Think Big; unlike traditional companies that think small, Hastings pursued his big idea, streaming video, even though it would render obsolete his wonderfully successful, highly tuned,mail-based system for distributing DVDs.

Start Small; although Netflix is a successful excellent big idea, it all started with small thoughts also, small projects.

Fail Quickly; When early efforts at streaming video looked iffy, Hastings adopted the poker player’s mantra that most money is lost early in hand when the tendency is to hope that something good will materialize even though reason suggests otherwise. Hastings folded his hands, saving his money for the day when he finally got a right hand.

Scale Fast; Dream Big! It’s worth noting that Netflix is still very much a work in progress.
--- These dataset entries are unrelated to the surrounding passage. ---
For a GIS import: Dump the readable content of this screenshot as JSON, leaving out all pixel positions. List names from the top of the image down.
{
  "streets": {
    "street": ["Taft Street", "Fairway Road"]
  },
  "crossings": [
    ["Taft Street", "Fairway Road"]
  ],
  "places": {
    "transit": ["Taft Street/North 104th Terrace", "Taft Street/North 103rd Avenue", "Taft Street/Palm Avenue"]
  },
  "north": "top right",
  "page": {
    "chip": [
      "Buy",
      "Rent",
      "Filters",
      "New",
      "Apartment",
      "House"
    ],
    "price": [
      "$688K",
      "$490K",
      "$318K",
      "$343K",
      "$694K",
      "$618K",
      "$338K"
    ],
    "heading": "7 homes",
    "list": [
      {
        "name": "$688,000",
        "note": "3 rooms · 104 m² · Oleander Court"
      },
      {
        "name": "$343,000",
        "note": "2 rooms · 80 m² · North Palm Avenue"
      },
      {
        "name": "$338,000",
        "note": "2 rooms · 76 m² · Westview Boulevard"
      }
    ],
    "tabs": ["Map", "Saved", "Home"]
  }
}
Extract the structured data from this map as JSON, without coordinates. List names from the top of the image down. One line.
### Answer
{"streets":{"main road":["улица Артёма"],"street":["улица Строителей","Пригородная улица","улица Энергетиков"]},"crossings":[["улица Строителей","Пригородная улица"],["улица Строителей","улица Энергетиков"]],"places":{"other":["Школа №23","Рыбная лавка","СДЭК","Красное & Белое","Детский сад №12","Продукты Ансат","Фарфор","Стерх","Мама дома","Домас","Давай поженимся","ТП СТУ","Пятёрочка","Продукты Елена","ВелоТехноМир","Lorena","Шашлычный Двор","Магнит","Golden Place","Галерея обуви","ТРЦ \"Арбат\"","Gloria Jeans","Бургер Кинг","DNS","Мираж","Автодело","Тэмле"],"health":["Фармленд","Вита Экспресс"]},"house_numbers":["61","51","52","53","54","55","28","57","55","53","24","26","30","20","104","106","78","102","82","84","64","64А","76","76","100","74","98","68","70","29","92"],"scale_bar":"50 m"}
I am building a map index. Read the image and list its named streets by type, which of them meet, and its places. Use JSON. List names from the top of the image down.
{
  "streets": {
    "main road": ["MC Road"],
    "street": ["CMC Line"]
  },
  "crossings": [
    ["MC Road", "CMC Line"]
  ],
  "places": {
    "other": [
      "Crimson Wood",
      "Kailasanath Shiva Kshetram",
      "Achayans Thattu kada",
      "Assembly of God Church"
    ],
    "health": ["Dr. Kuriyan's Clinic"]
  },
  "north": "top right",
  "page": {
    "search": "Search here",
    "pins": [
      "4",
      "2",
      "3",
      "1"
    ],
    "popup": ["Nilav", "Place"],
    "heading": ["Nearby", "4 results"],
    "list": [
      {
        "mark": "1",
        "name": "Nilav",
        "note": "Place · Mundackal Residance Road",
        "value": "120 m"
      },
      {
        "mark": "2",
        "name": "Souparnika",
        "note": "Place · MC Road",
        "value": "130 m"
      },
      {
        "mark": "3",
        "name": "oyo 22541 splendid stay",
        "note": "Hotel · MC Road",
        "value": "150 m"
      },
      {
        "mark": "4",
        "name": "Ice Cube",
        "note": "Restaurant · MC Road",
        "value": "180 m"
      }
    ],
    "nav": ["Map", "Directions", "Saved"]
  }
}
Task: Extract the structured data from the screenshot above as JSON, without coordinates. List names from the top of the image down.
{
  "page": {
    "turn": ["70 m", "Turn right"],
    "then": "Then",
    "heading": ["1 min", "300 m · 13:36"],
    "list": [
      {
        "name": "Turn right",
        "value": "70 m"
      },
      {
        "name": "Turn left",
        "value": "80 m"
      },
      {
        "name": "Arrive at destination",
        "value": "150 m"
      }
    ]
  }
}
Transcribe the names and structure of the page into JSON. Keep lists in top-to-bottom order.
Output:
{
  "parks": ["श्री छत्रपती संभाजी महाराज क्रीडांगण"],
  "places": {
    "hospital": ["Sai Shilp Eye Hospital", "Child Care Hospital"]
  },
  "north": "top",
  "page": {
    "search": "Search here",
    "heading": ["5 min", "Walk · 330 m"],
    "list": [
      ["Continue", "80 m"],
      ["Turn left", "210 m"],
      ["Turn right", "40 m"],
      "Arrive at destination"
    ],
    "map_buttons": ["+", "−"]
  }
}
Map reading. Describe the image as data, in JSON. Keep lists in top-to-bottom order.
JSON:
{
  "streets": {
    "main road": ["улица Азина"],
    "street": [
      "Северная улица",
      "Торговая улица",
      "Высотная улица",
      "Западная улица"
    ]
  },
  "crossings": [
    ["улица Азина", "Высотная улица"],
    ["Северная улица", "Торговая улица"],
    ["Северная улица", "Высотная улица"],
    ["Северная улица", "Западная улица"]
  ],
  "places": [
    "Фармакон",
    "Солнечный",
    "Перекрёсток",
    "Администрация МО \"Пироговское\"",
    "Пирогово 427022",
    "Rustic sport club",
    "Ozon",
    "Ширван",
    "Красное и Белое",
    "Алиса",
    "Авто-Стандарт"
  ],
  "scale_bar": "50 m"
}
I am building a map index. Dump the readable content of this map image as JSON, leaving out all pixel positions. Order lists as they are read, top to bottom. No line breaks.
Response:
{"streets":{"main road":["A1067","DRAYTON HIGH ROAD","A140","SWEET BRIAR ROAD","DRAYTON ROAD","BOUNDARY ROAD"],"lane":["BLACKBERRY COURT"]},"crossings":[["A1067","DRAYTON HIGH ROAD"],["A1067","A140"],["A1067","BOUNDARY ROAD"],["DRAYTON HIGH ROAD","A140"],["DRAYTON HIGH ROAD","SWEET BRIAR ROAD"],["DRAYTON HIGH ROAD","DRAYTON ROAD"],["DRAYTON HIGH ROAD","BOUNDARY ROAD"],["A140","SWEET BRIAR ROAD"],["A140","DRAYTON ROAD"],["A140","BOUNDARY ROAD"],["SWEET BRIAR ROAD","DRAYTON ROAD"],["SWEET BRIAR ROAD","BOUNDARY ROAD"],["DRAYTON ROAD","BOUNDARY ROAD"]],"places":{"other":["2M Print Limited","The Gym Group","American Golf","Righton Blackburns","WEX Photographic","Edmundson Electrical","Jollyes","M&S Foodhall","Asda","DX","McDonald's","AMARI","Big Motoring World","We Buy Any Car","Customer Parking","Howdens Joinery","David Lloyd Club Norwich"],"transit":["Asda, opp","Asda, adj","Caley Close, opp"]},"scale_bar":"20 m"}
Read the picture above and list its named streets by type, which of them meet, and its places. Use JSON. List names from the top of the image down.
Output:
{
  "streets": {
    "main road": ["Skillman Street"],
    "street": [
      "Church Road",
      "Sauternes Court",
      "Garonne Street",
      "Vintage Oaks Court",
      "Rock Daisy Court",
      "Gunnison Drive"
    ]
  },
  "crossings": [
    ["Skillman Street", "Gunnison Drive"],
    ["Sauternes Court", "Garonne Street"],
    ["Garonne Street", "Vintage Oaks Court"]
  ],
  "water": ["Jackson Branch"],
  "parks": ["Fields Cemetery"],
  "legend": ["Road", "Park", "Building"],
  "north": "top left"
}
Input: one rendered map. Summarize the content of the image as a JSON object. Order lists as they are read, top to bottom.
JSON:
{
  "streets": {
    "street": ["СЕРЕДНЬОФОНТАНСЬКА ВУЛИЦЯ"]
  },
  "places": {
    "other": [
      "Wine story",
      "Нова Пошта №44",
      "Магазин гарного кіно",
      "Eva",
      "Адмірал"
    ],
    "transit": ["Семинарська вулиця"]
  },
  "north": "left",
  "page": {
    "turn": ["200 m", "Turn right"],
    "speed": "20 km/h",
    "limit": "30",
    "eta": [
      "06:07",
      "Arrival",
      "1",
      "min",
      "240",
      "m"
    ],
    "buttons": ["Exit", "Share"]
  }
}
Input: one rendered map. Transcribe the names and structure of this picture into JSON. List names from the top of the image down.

Newspapers are reporting that the company is in talks to buy the rights to a television program.
Netflix is a different model, with a different strategy. "Legacy investments create a legacy mindset," says Vijay Govindarajan, a professor at Dartmouth's Tuck School of Business and co-author of The Other Side of Innovation. "Blockbuster got stuck in the box. They never changed their business model."

References

“Amazon Web Services,” http://aws.amazon.com.
Disruptive innovation. BusinessDictionary.com. Retrieved April 25, 2019, from BusinessDictionary.com website: http://www.businessdictionary.com/definition/disruptive-innovation.html
O'Neill. M. (2011). How Netflix Bankrupted And Destroyed Blockbuster. Retrieved from https://www.businessinsider.com/how-netflix-bankrupted-and-destroyed-blockbuster-infographic-2011-3
Mui. c. (2011).How Netflix Innovates and Wins. Retrieved from https://www.forbes.com/sites/chunkamui/2011/03/17/how-netflix-innovates-and-wins/#7243846561f3
Newman. Rick. (2010). How Netflix (and Blockbuster) Killed Blockbuster. Retrieved from https://money.usnews.com/money/blogs/flowchart/2010/09/23/how-netflix-and-blockbuster-killed-blockbuster
Sandvine, “Global Internet Phenomena Report, Spring 2011,” https: //www.sandvine.com/news/global broadband trends.asp, 2011.